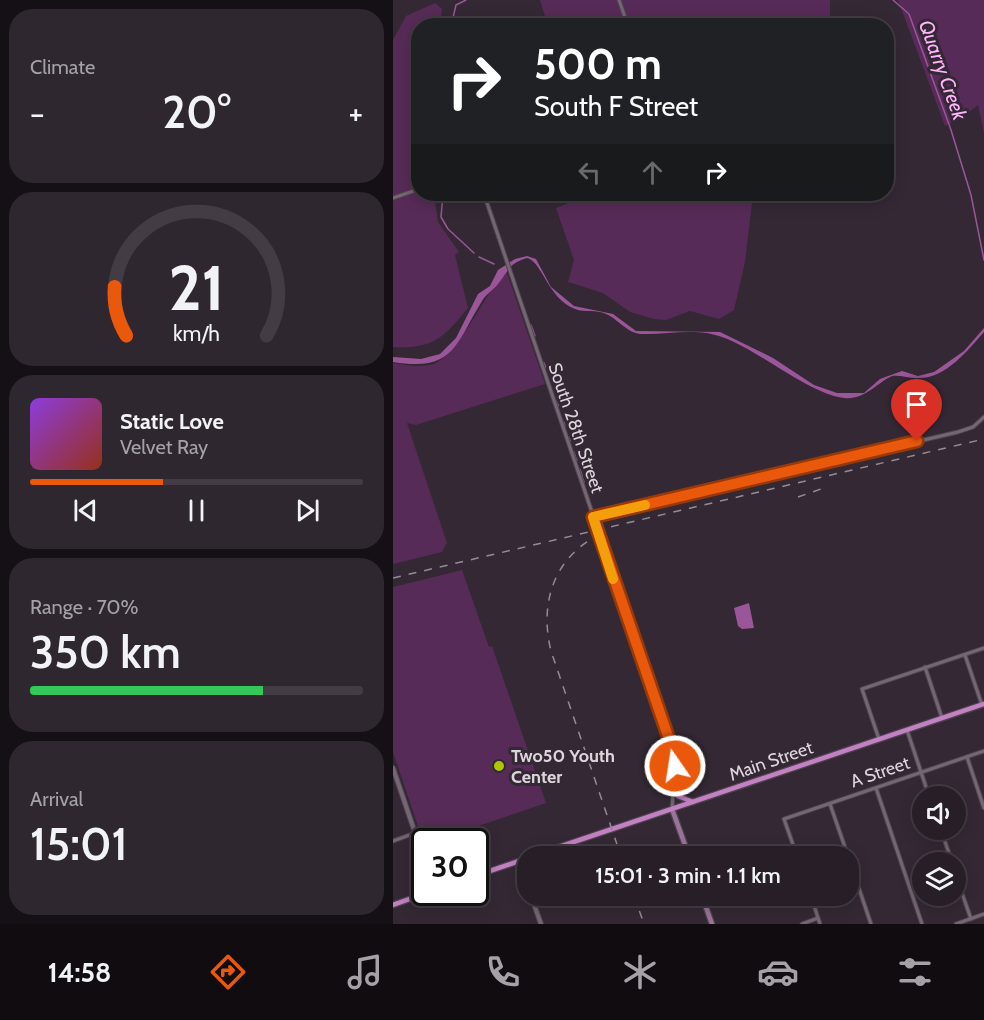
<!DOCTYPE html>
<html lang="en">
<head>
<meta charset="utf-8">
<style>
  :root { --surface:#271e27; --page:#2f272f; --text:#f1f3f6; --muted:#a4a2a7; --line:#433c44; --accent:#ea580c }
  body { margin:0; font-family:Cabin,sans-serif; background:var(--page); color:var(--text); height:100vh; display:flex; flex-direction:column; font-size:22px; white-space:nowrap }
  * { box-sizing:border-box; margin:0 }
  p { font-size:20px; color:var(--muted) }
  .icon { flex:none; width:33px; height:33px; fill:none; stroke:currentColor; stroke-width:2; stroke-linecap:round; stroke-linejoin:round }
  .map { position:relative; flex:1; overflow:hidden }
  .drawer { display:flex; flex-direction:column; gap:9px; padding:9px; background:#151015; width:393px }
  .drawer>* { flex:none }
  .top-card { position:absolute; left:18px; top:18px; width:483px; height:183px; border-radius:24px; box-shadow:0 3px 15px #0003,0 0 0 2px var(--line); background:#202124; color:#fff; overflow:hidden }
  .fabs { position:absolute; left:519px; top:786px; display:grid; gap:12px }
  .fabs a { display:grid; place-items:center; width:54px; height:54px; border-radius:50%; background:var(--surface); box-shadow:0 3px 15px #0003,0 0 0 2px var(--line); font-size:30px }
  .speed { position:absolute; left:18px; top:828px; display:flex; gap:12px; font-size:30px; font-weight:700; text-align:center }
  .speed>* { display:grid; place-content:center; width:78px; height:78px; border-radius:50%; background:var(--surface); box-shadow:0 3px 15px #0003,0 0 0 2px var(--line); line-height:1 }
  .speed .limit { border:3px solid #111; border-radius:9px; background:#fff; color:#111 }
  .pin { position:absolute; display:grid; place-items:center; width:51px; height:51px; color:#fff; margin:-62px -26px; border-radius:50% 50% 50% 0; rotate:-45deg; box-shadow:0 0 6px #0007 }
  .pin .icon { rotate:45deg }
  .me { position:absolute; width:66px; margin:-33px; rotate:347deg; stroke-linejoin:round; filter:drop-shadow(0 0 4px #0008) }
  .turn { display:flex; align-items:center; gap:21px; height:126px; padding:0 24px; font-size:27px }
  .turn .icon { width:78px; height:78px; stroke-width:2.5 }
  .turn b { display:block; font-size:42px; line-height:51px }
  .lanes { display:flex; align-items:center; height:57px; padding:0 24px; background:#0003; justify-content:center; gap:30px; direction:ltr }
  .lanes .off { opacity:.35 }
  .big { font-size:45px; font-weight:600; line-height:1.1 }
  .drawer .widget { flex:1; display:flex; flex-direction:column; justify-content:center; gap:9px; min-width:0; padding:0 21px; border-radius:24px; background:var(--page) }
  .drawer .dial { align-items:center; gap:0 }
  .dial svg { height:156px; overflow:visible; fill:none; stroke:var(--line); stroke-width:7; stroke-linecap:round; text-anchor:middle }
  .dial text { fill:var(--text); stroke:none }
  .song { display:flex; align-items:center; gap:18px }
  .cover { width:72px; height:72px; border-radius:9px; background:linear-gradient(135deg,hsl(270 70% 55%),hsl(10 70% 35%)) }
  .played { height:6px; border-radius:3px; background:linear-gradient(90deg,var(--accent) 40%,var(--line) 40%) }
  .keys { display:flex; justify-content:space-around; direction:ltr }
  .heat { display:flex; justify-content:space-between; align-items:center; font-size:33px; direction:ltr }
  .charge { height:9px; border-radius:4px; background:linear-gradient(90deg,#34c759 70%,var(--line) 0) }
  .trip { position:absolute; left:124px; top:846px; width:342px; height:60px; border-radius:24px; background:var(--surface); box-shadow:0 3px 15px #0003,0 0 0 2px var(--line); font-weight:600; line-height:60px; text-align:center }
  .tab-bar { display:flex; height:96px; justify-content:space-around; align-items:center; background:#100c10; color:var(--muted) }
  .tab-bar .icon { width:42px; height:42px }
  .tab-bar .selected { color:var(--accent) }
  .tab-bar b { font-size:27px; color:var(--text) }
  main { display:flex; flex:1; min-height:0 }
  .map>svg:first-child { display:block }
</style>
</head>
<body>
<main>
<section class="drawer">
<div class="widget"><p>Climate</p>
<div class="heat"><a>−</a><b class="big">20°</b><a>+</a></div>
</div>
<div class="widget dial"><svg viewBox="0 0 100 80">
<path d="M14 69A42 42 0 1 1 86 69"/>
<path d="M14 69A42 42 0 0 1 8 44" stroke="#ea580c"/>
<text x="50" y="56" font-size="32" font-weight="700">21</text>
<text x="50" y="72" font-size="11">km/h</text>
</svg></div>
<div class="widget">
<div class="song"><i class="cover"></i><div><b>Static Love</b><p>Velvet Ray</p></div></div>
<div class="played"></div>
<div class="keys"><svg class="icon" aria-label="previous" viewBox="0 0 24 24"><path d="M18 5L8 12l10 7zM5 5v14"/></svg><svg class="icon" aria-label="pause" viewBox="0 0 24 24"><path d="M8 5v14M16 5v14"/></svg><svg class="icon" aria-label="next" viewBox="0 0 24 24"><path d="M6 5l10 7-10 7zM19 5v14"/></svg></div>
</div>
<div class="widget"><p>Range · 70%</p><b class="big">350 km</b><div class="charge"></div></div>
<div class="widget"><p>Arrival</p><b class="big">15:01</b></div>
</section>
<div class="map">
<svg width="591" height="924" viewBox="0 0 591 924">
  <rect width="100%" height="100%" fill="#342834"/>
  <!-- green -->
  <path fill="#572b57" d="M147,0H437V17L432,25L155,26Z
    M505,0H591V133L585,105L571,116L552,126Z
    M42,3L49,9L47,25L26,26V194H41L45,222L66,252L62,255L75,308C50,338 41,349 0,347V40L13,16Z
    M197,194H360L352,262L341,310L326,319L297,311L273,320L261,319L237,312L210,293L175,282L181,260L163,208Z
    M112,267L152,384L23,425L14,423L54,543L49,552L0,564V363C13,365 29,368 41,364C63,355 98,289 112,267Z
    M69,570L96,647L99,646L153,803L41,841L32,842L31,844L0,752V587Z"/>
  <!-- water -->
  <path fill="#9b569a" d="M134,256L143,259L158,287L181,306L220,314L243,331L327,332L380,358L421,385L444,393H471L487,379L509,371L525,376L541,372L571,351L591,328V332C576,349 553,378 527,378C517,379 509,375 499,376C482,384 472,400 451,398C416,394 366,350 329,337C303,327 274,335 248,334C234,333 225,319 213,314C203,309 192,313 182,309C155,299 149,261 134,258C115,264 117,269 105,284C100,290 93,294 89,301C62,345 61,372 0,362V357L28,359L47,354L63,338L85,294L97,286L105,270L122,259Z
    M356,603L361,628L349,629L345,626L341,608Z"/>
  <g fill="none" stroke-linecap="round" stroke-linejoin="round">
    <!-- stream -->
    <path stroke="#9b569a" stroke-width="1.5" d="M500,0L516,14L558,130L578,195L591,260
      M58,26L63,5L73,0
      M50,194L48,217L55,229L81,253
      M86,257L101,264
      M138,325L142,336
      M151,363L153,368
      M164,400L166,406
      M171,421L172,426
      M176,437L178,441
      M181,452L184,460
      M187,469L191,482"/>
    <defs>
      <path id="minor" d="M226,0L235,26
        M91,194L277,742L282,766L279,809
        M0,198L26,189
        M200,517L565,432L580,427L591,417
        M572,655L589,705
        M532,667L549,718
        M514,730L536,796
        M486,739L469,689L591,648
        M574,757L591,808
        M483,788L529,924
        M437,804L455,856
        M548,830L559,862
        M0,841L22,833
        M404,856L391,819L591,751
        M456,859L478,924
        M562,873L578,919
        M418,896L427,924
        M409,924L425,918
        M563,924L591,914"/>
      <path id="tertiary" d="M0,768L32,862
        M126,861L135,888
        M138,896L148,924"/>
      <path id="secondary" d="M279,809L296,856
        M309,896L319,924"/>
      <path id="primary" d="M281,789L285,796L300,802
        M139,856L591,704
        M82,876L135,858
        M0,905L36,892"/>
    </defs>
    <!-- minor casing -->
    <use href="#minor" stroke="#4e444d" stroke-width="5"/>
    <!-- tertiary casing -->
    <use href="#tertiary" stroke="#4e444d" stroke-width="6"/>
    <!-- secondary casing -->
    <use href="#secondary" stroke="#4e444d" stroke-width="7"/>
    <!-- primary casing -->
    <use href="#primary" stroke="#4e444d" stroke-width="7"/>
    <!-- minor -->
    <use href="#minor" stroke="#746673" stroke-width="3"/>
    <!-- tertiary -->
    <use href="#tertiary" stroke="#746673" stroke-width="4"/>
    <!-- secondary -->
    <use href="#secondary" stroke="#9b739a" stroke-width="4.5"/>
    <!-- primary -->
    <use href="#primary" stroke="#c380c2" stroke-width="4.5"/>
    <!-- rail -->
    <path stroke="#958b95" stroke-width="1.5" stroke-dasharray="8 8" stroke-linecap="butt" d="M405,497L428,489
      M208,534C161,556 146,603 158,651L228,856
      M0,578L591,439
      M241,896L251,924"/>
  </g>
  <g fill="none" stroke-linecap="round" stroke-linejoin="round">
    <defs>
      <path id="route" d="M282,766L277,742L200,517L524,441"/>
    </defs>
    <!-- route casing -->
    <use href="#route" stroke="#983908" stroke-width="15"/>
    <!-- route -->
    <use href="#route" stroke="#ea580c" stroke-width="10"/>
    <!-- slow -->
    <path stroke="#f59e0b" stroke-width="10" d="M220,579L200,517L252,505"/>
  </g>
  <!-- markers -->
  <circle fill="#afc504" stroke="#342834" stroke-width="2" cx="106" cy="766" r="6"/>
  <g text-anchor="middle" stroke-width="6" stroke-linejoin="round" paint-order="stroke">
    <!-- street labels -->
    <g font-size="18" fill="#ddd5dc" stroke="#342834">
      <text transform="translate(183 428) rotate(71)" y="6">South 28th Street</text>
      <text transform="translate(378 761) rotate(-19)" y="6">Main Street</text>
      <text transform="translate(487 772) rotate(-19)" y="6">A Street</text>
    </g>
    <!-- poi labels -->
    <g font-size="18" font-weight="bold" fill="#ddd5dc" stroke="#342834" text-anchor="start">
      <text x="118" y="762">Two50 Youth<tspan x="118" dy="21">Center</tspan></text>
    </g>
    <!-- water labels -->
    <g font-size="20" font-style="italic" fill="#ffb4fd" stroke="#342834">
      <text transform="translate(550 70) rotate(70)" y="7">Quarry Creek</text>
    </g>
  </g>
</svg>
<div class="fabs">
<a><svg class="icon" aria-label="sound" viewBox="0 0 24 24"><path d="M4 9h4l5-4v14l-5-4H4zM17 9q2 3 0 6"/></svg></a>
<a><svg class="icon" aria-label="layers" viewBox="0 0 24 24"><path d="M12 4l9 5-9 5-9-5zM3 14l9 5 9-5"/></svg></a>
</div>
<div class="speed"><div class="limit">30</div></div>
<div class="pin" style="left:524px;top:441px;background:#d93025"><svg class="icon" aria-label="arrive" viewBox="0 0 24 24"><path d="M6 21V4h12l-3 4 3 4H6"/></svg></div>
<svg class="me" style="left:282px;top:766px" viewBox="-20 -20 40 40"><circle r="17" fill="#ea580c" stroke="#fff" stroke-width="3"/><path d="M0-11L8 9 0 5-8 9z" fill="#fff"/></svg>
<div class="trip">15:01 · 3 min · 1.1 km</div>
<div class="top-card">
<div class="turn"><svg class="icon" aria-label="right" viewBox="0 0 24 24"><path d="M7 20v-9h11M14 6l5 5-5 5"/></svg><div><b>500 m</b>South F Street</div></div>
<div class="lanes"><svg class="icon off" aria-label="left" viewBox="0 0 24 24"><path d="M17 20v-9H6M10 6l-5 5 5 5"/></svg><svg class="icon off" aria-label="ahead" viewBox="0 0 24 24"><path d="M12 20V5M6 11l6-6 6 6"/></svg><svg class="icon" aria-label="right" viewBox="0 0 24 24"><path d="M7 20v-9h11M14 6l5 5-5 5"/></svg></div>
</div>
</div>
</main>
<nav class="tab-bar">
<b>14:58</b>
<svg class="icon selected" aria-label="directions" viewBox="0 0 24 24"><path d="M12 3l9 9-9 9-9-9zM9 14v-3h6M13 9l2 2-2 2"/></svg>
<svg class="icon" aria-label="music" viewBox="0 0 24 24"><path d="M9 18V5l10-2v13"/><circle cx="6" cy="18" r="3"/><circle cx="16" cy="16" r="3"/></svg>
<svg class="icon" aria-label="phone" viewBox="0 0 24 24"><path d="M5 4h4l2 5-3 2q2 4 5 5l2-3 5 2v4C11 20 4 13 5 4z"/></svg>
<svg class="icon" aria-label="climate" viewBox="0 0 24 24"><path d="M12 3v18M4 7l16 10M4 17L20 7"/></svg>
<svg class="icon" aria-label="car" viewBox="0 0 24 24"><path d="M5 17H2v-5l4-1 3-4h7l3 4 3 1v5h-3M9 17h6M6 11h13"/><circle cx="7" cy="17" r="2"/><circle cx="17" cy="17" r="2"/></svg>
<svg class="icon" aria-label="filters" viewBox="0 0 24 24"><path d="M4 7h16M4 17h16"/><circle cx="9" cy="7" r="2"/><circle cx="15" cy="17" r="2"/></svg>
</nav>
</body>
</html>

#####

- What you need to do
Set out every line from the material that contains the string "keys".

- Result of this task
  .keys { display:flex; justify-content:space-around; direction:ltr }
<div class="keys"><svg class="icon" aria-label="previous" viewBox="0 0 24 24"><path d="M18 5L8 12l10 7zM5 5v14"/></svg><svg class="icon" aria-label="pause" viewBox="0 0 24 24"><path d="M8 5v14M16 5v14"/></svg><svg class="icon" aria-label="next" viewBox="0 0 24 24"><path d="M6 5l10 7-10 7zM19 5v14"/></svg></div>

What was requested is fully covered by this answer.